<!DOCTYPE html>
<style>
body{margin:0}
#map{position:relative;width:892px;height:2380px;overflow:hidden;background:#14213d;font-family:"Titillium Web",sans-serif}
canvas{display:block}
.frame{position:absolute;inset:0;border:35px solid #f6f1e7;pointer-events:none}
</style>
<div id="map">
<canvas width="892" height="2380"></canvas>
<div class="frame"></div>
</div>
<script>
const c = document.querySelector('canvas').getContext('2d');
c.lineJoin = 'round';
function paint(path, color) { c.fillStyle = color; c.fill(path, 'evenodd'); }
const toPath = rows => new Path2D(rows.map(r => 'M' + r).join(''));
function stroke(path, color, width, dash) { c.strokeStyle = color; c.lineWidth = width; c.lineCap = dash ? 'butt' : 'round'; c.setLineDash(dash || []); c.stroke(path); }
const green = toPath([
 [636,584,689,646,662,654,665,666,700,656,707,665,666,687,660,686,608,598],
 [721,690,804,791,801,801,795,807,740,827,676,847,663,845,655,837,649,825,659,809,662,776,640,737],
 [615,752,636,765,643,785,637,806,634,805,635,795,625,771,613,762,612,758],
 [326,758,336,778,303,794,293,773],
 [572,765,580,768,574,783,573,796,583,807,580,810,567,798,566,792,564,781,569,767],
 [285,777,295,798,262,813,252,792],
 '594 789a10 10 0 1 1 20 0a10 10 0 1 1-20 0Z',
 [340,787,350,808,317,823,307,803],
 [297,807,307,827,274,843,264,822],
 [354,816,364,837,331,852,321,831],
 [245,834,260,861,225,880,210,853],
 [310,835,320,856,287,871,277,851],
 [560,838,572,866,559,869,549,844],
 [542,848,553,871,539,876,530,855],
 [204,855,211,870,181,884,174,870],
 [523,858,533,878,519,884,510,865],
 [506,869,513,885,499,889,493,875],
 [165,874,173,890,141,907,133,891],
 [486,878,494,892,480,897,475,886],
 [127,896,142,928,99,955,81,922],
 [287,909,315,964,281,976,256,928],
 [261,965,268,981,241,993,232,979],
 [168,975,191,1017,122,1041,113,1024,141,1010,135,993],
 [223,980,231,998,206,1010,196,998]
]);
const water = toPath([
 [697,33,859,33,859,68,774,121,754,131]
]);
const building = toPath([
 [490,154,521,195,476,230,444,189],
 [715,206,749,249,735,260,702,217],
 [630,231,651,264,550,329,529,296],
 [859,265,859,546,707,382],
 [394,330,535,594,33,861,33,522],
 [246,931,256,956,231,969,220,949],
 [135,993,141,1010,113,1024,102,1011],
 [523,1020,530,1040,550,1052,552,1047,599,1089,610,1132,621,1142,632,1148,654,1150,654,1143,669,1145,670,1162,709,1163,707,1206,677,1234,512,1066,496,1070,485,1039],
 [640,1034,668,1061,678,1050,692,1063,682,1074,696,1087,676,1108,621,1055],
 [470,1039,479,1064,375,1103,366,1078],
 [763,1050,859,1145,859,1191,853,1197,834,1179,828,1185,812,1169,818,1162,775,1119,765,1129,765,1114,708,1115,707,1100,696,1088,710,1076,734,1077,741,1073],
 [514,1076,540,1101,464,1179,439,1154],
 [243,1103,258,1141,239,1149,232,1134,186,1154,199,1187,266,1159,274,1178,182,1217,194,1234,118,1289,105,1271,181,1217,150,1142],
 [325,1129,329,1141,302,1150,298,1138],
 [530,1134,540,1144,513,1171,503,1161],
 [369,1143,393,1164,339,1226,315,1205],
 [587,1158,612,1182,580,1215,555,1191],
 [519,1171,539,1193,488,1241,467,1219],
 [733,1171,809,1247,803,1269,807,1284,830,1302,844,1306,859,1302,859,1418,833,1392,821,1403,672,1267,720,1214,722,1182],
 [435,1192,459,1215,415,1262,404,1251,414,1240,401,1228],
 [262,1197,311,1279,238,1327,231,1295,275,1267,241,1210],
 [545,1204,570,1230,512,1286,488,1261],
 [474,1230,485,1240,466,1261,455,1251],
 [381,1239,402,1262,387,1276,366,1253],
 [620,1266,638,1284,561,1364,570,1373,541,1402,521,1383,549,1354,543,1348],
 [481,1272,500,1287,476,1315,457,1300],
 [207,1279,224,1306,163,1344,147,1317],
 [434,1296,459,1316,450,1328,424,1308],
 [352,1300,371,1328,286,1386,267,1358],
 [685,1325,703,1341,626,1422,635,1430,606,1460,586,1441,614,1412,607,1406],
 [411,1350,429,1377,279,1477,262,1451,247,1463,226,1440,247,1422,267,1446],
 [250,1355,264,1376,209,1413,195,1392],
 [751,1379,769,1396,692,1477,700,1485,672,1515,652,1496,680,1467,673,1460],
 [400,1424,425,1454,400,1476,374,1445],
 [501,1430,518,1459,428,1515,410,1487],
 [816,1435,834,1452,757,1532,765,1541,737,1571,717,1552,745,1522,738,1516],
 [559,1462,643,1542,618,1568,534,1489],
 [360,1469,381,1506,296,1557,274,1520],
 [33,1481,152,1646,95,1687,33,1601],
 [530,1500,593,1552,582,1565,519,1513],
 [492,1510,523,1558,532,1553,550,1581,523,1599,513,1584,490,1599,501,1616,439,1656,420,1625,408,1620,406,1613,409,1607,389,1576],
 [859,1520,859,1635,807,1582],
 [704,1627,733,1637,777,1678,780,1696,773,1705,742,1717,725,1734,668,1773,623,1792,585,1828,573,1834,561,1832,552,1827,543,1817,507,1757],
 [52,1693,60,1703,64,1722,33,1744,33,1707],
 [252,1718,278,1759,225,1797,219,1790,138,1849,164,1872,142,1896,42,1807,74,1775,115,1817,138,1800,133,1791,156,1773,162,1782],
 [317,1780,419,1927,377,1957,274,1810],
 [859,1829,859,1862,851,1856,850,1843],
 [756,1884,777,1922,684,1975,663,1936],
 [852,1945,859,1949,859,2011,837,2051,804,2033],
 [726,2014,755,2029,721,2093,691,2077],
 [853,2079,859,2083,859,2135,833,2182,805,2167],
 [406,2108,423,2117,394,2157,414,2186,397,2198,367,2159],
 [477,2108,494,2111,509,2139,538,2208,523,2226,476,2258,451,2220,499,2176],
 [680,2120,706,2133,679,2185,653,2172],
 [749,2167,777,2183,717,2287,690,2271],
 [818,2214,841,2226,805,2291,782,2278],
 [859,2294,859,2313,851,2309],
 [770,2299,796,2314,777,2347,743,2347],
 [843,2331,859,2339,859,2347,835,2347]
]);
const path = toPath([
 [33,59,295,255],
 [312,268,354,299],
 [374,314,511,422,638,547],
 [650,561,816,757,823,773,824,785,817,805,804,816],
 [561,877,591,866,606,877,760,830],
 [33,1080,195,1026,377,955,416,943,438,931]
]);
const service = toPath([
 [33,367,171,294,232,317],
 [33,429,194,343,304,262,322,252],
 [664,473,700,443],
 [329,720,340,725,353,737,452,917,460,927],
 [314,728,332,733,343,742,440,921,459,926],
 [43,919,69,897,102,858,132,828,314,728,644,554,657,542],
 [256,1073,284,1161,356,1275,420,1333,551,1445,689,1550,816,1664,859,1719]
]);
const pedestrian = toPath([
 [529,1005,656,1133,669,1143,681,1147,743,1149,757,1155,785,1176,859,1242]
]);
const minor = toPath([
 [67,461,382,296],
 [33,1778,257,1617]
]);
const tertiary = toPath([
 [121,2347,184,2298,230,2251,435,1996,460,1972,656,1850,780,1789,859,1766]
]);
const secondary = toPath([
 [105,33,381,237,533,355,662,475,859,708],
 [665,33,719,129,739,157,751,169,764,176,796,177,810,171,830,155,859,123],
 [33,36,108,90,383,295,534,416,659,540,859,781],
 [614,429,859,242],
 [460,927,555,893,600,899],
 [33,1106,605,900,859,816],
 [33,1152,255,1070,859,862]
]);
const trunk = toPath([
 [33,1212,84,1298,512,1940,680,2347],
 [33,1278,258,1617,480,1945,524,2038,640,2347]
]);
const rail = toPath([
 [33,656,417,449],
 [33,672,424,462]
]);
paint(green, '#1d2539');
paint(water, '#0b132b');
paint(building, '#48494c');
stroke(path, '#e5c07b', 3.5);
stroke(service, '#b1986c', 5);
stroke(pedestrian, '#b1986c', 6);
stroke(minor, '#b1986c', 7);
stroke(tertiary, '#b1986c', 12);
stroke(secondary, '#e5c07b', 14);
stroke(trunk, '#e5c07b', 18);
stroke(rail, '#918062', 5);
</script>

__________________________________________________

Your objective –
Scan the records for the word "service" and copy every line where it is found.

The completed task –
const service = toPath([
stroke(service, '#b1986c', 5);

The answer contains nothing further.